How to validate real, practical, commonly accepted email addresses (but including unicode)?

Question

How to validate real, practical, commonly accepted email addresses (but including unicode)?

The topic of validating email addresses has come up a lot on SO, and it often gets distracted by the fact email addresses are theoretically allowed to contain a lot of "special" characters. Some say many email validators are too strict, but the fact is if GMail, facebook, Yahoo etc. are very strict, that means 99.999% of emails out there will conform to those standards which are more strict than what the RFC will allow, so that's the REAL world.

I've done a survey (14-01-19) of free email services and here are some of the most common restrictions on email names:

GMail: NOT allowed: ! " # $ % & ( ) * + , / : ; < = > ? @ [ \ ] ^ ` { | } ~

Yahoo.com: Only letters, numbers, underscores(_), and ONE dot (.) are allowed:

Zoho.com: Only letters, numbers, underscores(_), and dots (.) are allowed:

facebook.com: Only letters, numbers, underscores(_), dots (.), and hyphen (-) are allowed:

hushmail.com: Only letters, numbers, underscores(_), dots (.), and hyphen (-) are allowed:

AIM (AOL): Characters NOT allowed: @, !, * or $ (many others too, but not specified)

Hotmail/Outlook.com: Letters, numbers, _-. OK; no accented or non-Latin alphabet

iCloud.com: Typical Apple, you have to download a bunch of crap (67.5 MBytes) and let it invade your system before you can even create an account.
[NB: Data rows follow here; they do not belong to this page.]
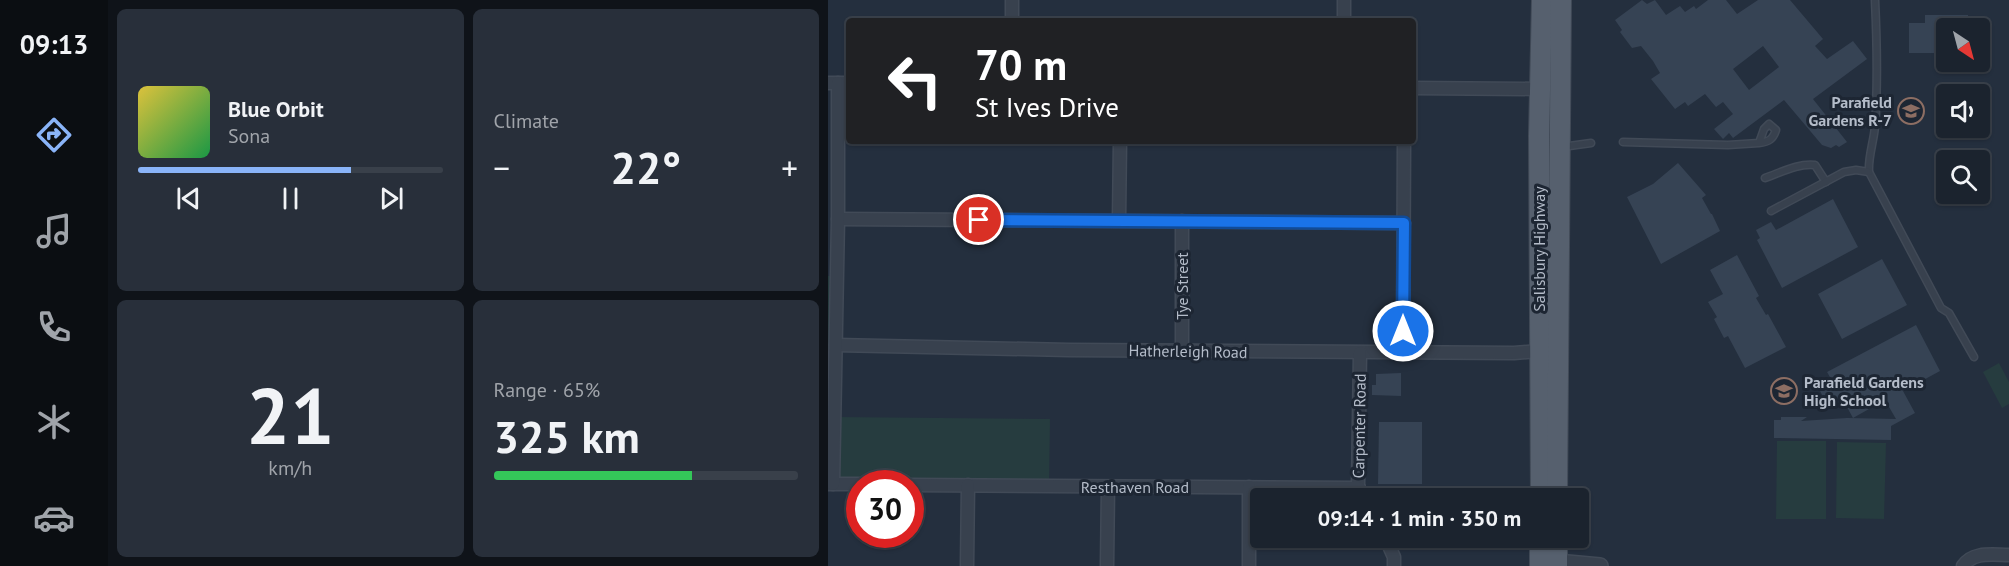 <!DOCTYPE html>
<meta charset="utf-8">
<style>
body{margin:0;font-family:"PT Sans",sans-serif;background:#282f3a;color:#f1f3f6;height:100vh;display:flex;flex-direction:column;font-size:22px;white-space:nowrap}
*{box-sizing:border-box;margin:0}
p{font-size:20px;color:#a0a4aa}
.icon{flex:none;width:33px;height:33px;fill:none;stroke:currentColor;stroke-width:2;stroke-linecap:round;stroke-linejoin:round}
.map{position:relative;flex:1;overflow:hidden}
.details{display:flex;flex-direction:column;gap:9px;padding:9px;background:#0f1319;width:720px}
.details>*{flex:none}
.top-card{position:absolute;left:18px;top:18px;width:570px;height:126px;border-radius:6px;box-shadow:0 2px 4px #0004,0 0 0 2px #39404a;background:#202124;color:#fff;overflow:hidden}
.needle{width:39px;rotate:144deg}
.tools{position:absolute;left:1108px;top:18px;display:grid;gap:12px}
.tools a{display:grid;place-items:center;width:54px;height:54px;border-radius:6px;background:#1b232e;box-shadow:0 2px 4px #0004,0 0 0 2px #39404a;font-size:30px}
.speed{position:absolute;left:18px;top:470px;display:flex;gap:12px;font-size:30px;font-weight:700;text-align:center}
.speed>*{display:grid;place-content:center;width:78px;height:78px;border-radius:50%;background:#1b232e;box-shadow:0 2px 4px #0004,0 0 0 2px #39404a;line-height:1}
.speed .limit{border:9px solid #d22;background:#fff;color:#111}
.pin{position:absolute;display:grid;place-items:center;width:51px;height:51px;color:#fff;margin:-26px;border:3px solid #fff;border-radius:50%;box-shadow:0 2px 6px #0007}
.me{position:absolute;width:66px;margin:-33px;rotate:0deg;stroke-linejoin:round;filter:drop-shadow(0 0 4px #0008)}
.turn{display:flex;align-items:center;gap:21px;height:126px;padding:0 30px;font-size:27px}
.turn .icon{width:78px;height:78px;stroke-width:2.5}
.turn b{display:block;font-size:42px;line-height:51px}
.big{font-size:45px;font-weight:600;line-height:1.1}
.details .card{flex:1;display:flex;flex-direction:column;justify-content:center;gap:9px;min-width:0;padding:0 21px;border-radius:9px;background:#282f3a}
.details .dial{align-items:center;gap:0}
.dial b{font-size:78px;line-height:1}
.song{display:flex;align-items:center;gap:18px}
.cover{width:72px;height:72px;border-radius:9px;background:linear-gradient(135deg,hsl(50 70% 55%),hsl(140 70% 35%))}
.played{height:6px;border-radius:3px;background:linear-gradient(90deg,#8ab4f8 70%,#39404a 70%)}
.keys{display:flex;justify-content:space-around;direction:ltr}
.heat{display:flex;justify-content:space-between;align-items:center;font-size:33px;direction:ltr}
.charge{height:9px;border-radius:4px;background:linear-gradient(90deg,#34c759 65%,#39404a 0)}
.details .tiles{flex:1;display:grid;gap:9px;grid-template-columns:repeat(2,1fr)}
.trip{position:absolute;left:422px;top:488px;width:339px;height:60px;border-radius:6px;background:#1b232e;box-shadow:0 2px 4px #0004,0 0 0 2px #39404a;font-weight:600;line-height:60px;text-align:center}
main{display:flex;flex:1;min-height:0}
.menu{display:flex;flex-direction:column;width:108px;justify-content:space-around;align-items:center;background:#0b0e12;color:#a0a4aa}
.menu .icon{width:42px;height:42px}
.menu .current{color:#8ab4f8}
.menu b{font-size:27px;color:#f1f3f6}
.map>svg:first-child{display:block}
.green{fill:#263c3f}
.building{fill:#364354;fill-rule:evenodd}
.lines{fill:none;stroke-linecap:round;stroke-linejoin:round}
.service-casing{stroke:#414a57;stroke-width:9}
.minor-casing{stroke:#414a57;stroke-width:15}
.tertiary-casing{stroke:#414a57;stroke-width:18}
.primary-casing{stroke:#414a57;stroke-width:22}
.service{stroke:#38414e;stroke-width:6}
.minor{stroke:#38414e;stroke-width:12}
.tertiary{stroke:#38414e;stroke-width:15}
.primary{stroke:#56606e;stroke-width:20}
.route-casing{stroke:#114b97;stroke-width:15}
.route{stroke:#1a73e8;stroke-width:10}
.labels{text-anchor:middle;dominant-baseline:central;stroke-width:6;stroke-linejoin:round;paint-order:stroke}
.poi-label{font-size:16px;font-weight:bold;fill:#b4bcc9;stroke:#1d2633;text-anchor:end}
.street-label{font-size:16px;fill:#b4bcc9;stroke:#1d2633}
</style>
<main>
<nav class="menu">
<b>09:13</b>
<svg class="icon current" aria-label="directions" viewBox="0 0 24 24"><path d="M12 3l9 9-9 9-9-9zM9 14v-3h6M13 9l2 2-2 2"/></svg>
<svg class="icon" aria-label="music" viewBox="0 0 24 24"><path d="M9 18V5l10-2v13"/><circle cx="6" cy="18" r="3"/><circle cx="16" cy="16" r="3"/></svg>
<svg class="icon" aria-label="phone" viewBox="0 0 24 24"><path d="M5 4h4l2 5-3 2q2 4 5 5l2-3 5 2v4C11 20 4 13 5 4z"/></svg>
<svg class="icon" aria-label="climate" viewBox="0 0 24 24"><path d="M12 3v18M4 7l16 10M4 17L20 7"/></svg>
<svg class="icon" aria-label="car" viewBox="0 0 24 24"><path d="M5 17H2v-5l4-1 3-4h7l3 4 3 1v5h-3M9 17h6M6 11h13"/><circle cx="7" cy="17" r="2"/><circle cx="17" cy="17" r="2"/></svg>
</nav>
<section class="details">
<div class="tiles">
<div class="card">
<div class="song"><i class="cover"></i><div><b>Blue Orbit</b><p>Sona</p></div></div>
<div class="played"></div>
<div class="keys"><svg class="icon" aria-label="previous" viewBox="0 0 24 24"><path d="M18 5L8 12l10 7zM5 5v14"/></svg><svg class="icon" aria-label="pause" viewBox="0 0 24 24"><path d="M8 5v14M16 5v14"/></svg><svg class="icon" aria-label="next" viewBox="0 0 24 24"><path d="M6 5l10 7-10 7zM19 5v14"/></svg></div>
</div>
<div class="card"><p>Climate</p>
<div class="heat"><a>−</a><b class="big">22°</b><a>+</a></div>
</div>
<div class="card dial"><b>21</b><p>km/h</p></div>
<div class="card"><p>Range · 65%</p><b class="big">325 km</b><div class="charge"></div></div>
</div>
</section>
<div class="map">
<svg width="1181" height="566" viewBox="0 0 1181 566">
<rect width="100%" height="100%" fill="#242f3e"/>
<g class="green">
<path d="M0,276H10L7,417L222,419L221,486L82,483L0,484Z"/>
<path d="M1171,363L1181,382V404L1174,408L1155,372Z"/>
<path d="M949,441H998V519H948Z"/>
<path d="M1009,442L1058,443L1056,519L1008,518Z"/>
</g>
<g class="building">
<path d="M814,0L819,4L827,0L838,15L852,6L857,12L866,6L868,9L880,0H898L909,14L930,0H962L995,39L987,46L999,59L1025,41L1039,59L985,99L1019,142L1011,147L1008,145L1003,148L994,145L956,100L905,138L901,133L895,139L886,129L905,114L895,102L888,107L877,94L860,106L857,102L847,109L823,79L832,73L825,61L813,46L804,48L792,32L794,30L787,20ZM935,46L951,67L921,90L905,69Z"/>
<path d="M1097,15H1140V28H1119V53H1081V23H1097Z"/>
<path d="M850,163L878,195L874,198L883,214H884L892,231L833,264L799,197L825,184Z"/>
<path d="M1005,199L1030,247L954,288L929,240L932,238L928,230L943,222L948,230Z"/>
<path d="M909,255L931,296L928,298L938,315L940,314L958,347L917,368L900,336L896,338L886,319L889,317L880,302L895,294L882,270Z"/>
<path d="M1054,259L1079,305L1014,339L990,294Z"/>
<path d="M1088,325L1112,371L1075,391L1087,413L1063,426V440L946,438V420H953V417H979L973,421L1019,418L1068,419L1057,400L1025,418L1014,398L1000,406L992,391L1006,384L999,372Z"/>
<path d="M573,373V396L544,395V385H548V374Z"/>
<path d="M551,422H594V484H550Z"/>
</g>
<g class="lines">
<defs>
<g id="service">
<path d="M1047,0C1049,42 1050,84 1047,126C1046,141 1040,156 1041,172L1113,308L1121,313L1146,357"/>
<path d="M795,142L900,145L931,143L936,129L941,124L948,130C945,139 941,142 931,143"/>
<path d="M734,147L763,143"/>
<path d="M937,178C954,172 970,163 987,165L998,182"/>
<path d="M943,211L1016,172L1028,170L1041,172"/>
</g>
<g id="minor">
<path d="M184,0V21"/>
<path d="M516,21V0"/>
<path d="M0,83H21"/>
<path d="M585,88L712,89"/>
<path d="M10,219L576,223"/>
<path d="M291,220L292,141"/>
<path d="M8,345L241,350L686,353L711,351"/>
<path d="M354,351V221"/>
<path d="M532,353L530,486L535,498"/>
<path d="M575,353L576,141"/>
<path d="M0,484H32"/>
<path d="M5,484L10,219V83"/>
<path d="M82,485L531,488"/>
<path d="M557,537L566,557V566"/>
<path d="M139,566L140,485"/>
<path d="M279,566L280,487"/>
<path d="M421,566V487"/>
<path d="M1135,566C1145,551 1165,555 1181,555"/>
</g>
<path id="tertiary" d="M729,562L772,566"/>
<g id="primary">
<path d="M713,498L711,136L714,0"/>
<path d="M729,498L733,0"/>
<path d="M712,566V537"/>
<path d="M729,566V537"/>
</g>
</defs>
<use href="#service" class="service-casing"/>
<use href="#minor" class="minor-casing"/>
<use href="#tertiary" class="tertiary-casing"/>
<use href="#primary" class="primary-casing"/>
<use href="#service" class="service"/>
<use href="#minor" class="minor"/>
<use href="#tertiary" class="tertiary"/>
<use href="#primary" class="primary"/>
</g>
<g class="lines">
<defs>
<path id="route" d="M151,220L576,223L575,331"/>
</defs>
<use href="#route" class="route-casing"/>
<use href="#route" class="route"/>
</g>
<defs>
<symbol id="school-ring" viewBox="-11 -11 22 22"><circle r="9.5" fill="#1d2633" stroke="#8d6e63" stroke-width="1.5"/><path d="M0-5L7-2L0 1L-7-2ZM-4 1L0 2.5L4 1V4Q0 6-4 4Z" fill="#8d6e63"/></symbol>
</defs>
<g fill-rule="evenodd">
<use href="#school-ring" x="1068" y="96" width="30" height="30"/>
<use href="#school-ring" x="941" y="376" width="30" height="30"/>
</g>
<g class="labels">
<g class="poi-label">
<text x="1064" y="102">Parafield<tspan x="1064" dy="18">Gardens R-7</tspan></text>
<text x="976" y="382" text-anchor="start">Parafield Gardens<tspan x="976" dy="18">High School</tspan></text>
</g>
<g class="street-label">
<text transform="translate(711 249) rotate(-90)">Salisbury Highway</text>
<text transform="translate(354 286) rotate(-90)">Tye Street</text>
<text transform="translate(360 351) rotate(1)">Hatherleigh Road</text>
<text transform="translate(531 426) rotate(-89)">Carpenter Road</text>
<text x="307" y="487">Resthaven Road</text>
</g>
</g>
</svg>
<div class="tools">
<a><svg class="needle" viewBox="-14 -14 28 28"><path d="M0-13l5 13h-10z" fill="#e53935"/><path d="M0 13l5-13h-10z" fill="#a0a4aa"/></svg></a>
<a><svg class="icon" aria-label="sound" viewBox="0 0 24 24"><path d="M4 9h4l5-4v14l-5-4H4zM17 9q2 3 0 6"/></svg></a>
<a><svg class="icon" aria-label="search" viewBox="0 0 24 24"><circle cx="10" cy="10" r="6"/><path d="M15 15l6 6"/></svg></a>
</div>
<div class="speed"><div class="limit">30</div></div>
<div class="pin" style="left:151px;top:220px;background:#d93025"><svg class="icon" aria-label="arrive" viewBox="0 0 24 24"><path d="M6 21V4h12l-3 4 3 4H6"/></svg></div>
<svg class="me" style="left:575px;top:331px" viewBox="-20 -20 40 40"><circle r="17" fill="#1a73e8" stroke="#fff" stroke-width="3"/><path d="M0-11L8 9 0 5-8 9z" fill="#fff"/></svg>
<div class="trip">09:14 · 1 min · 350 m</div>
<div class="top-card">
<div class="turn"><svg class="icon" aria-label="left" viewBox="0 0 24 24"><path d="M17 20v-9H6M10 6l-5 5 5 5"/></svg><div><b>70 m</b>St Ives Drive</div></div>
</div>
</div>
</main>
I didn't bother.

The bottom line is that the vast majority of email services only allow letters, numbers, underscores(_), dots (.), and hyphen (-). Also, I know from reading about this on many sites that quite a few people use '+' in their email address.

So, I'd like a nice simple filter to screen out any emails that are invalid because of overall structure or because they use anything other than the simple characters used by the vast majority of people and/or accepted by most email services: A-Z a-z 0-9 _.+-

Unfortunately PHP's filter_var function with FILTER_VALIDATE_EMAIL/FILTER_SANITIZE_EMAIL allows these characters to get through: !#$%&'*/=?^`{|}~@[] and so I consider it virtually useless - especially since it allows the quote (') symbol. Only the most geeky nerds will use any of those symbols in their email address and if they do, they'll be rejected by the vast majority of sites, so they must have a more normal backup email address anyway.

One complication: I live in Vietnam and must allow for the possibility of unicode characters in the addresses. How can I do that?

Answer 1

There are several ways for an email to be invalid. And it's not just in using characters. Validating some formats of string doesn't fit in Regular Expression. For instance having double dots (..) in a email address is invalid, which you should put it out the reqex.

You can take a look at Zend_Validate_EmailAddress. If you check the source code you will get the complexity of the problem.

// Split email address up and disallow '..'
if ((strpos($value, '..') !== false) or
    (!preg_match('/^(.+)@([^@]+)$/', $value, $matches))) {

    ...
}

$this->_localPart = $matches[1];
$this->_hostname  = $matches[2];

...

    $hostname = $this->_validateHostnamePart();
...
$local = $this->_validateLocalPart();

And in _validateLocalPart they do this:

// atext: ALPHA / DIGIT / and "!", "#", "$", "%", "&", "'", "*",
//        "+", "-", "/", "=", "?", "^", "_", "`", "{", "|", "}", "~"
$atext = 'a-zA-Z0-9\x21\x23\x24\x25\x26\x27\x2a\x2b\x2d\x2f\x3d\x3f\x5e\x5f\x60\x7b\x7c\x7d\x7e';
if (preg_match('/^[' . $atext . ']+(\x2e+[' . $atext . ']+)*$/', $this->_localPart)) {
    ...
}

Answer 2

The only correct way to validate an E-Mail address is to send a an E-Mail with a confirmation link to it.

If you feel so inclined, check for a general (string)@(string).(string) pattern to catch user mistakes and obvious bogus entries like lalalalala.

The filter_var function (that you already mention) does that.

Anything beyond that is a waste of time.